:: MATERIAL FOR THE TASK ::
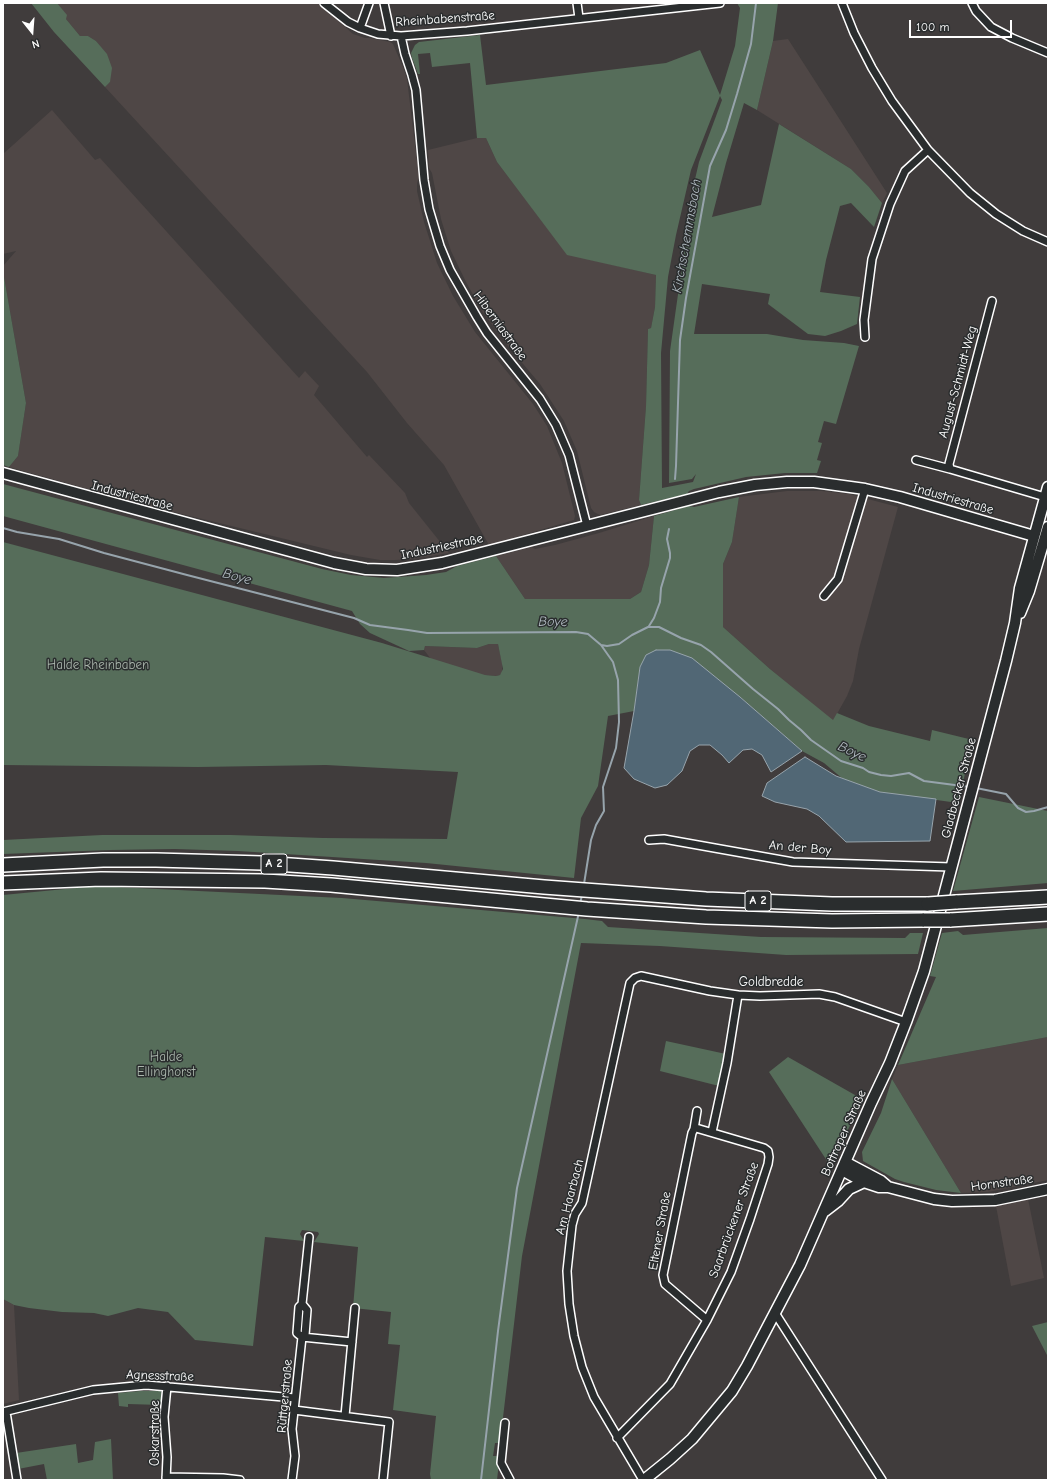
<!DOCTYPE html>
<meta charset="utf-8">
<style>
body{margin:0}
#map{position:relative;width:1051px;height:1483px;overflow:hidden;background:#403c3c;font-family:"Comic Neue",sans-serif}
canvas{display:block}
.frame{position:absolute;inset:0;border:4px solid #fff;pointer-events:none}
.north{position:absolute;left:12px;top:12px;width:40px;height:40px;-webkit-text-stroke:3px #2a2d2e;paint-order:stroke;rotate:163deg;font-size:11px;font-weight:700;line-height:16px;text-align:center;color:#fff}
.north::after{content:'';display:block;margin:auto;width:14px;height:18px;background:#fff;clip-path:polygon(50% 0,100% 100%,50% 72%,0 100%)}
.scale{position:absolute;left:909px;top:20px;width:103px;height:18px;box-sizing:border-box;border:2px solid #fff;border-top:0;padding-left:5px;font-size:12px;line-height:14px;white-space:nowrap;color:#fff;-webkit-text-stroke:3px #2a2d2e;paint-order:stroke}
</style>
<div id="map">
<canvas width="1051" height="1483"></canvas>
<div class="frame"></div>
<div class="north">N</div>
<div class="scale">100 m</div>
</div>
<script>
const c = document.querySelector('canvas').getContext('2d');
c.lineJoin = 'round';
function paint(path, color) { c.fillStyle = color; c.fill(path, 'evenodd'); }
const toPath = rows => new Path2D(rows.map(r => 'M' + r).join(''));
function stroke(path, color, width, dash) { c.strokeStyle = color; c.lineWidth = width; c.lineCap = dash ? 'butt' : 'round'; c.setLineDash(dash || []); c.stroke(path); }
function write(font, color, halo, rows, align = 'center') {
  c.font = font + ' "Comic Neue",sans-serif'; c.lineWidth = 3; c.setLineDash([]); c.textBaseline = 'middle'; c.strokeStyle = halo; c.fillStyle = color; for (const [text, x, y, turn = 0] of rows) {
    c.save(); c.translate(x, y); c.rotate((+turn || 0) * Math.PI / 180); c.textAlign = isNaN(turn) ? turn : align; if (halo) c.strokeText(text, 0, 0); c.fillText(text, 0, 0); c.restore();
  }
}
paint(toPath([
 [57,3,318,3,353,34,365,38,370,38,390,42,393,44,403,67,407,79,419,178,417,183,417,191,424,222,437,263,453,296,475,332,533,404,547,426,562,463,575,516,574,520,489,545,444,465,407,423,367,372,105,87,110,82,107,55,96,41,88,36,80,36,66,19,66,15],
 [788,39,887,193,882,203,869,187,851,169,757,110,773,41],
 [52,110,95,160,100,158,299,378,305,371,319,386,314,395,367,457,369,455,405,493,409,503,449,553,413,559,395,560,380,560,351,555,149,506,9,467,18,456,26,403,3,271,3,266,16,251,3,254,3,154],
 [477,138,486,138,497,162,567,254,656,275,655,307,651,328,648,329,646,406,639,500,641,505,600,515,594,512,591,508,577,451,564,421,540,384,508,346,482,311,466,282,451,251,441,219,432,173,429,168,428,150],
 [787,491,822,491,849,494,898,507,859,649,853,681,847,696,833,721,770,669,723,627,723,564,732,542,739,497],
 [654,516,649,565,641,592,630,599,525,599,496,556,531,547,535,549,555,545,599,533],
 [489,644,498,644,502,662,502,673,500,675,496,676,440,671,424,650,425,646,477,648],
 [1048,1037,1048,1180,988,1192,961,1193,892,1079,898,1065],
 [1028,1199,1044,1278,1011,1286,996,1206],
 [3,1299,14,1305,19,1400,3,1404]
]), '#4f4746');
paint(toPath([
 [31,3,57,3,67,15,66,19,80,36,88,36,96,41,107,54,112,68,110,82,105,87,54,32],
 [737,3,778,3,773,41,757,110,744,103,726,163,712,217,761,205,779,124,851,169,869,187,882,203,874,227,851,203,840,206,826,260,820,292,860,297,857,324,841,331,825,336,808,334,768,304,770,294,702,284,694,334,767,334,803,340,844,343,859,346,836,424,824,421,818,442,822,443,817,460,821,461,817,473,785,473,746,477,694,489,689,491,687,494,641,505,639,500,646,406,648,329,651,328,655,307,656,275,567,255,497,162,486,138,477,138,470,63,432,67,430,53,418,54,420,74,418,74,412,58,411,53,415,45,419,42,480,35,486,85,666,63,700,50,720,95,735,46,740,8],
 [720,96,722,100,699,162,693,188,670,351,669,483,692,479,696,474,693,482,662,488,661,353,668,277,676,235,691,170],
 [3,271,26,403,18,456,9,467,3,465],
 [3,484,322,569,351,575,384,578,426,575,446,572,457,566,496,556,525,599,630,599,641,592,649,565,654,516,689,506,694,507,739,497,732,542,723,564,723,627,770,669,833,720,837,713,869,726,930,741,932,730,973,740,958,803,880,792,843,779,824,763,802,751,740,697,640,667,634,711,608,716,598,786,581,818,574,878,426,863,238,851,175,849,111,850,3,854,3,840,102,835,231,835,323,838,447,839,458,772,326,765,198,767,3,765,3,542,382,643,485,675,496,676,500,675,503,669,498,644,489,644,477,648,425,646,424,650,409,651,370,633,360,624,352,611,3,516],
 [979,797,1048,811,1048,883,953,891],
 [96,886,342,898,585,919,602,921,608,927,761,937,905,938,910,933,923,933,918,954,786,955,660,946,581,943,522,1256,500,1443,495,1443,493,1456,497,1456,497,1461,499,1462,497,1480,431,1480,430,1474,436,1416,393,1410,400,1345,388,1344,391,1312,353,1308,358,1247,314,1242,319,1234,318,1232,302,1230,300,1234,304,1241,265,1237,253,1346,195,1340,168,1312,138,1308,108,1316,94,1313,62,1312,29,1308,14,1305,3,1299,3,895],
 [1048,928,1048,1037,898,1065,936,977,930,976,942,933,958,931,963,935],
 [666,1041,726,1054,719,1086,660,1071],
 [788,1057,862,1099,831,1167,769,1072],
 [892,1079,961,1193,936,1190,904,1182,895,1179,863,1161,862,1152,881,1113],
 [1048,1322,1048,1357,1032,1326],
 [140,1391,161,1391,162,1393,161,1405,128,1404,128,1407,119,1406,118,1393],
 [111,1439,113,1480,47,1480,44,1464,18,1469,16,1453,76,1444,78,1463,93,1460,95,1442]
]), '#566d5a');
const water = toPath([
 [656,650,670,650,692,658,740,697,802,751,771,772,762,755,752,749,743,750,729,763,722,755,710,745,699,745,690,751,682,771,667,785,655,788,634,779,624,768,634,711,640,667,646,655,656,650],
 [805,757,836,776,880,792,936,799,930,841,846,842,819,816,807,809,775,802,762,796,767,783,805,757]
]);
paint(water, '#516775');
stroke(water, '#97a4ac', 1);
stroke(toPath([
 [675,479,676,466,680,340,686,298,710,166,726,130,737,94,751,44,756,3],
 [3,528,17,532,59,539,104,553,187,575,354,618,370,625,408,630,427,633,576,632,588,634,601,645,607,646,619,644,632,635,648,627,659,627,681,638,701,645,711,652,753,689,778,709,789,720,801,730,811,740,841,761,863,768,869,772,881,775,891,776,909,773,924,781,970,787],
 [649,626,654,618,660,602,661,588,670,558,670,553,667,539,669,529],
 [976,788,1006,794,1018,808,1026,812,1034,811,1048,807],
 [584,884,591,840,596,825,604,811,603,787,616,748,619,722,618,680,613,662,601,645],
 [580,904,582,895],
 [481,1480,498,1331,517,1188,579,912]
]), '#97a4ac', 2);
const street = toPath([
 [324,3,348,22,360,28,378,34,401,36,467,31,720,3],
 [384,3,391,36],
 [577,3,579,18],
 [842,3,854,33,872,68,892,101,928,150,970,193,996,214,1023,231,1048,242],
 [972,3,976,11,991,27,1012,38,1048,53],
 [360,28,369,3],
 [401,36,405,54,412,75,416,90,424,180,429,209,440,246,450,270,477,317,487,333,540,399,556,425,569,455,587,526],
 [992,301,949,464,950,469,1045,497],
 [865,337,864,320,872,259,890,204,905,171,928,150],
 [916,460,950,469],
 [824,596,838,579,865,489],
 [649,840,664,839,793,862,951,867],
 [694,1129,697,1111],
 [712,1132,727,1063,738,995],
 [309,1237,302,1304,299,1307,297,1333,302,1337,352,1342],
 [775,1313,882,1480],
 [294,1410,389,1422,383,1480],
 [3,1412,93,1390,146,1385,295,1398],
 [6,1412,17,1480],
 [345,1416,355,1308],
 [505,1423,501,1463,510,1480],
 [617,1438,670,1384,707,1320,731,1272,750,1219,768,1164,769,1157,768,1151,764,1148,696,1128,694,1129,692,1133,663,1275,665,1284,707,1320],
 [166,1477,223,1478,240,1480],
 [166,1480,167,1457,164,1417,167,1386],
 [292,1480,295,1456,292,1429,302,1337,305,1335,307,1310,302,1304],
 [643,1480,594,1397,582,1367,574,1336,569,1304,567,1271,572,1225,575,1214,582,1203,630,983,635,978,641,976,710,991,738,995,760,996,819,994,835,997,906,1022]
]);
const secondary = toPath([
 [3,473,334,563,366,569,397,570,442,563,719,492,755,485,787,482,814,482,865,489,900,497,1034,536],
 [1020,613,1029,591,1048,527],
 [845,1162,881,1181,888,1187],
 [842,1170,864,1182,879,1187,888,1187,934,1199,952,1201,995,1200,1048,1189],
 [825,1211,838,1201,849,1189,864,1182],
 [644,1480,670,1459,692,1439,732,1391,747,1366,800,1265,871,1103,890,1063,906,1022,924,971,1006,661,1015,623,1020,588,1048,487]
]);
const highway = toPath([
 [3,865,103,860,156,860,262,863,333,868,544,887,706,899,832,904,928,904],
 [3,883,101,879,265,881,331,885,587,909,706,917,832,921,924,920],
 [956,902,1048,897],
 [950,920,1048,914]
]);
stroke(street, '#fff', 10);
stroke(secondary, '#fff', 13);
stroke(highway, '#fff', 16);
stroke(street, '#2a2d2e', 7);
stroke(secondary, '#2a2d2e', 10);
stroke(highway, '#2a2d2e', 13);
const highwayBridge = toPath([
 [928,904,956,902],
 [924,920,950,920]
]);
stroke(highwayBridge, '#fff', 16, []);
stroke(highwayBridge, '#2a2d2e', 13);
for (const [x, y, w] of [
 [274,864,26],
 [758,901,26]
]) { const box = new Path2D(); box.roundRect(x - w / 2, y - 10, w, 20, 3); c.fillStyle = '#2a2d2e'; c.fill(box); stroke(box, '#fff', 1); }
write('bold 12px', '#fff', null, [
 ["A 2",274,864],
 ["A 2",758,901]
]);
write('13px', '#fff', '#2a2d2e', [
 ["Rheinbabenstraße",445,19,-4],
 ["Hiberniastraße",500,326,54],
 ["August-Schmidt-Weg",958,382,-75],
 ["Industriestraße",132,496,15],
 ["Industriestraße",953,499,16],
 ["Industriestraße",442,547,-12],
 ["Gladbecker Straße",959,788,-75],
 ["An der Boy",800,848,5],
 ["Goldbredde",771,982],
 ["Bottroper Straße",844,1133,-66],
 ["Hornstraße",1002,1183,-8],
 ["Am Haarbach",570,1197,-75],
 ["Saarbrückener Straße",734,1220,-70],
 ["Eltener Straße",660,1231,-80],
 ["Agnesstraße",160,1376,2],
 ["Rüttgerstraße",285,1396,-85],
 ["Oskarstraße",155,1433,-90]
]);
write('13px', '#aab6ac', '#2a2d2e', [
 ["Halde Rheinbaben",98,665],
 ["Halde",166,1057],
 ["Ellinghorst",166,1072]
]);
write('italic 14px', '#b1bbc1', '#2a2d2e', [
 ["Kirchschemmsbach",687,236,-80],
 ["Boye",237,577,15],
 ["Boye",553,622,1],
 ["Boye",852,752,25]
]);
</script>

:: WHAT THE EXERCISE ASKS ::
Check each line above for the string "rows" and return those that contain it.

:: ANSWER SECTION ::
const toPath = rows => new Path2D(rows.map(r => 'M' + r).join(''));
function write(font, color, halo, rows, align = 'center') {
  c.font = font + ' "Comic Neue",sans-serif'; c.lineWidth = 3; c.setLineDash([]); c.textBaseline = 'middle'; c.strokeStyle = halo; c.fillStyle = color; for (const [text, x, y, turn = 0] of rows) {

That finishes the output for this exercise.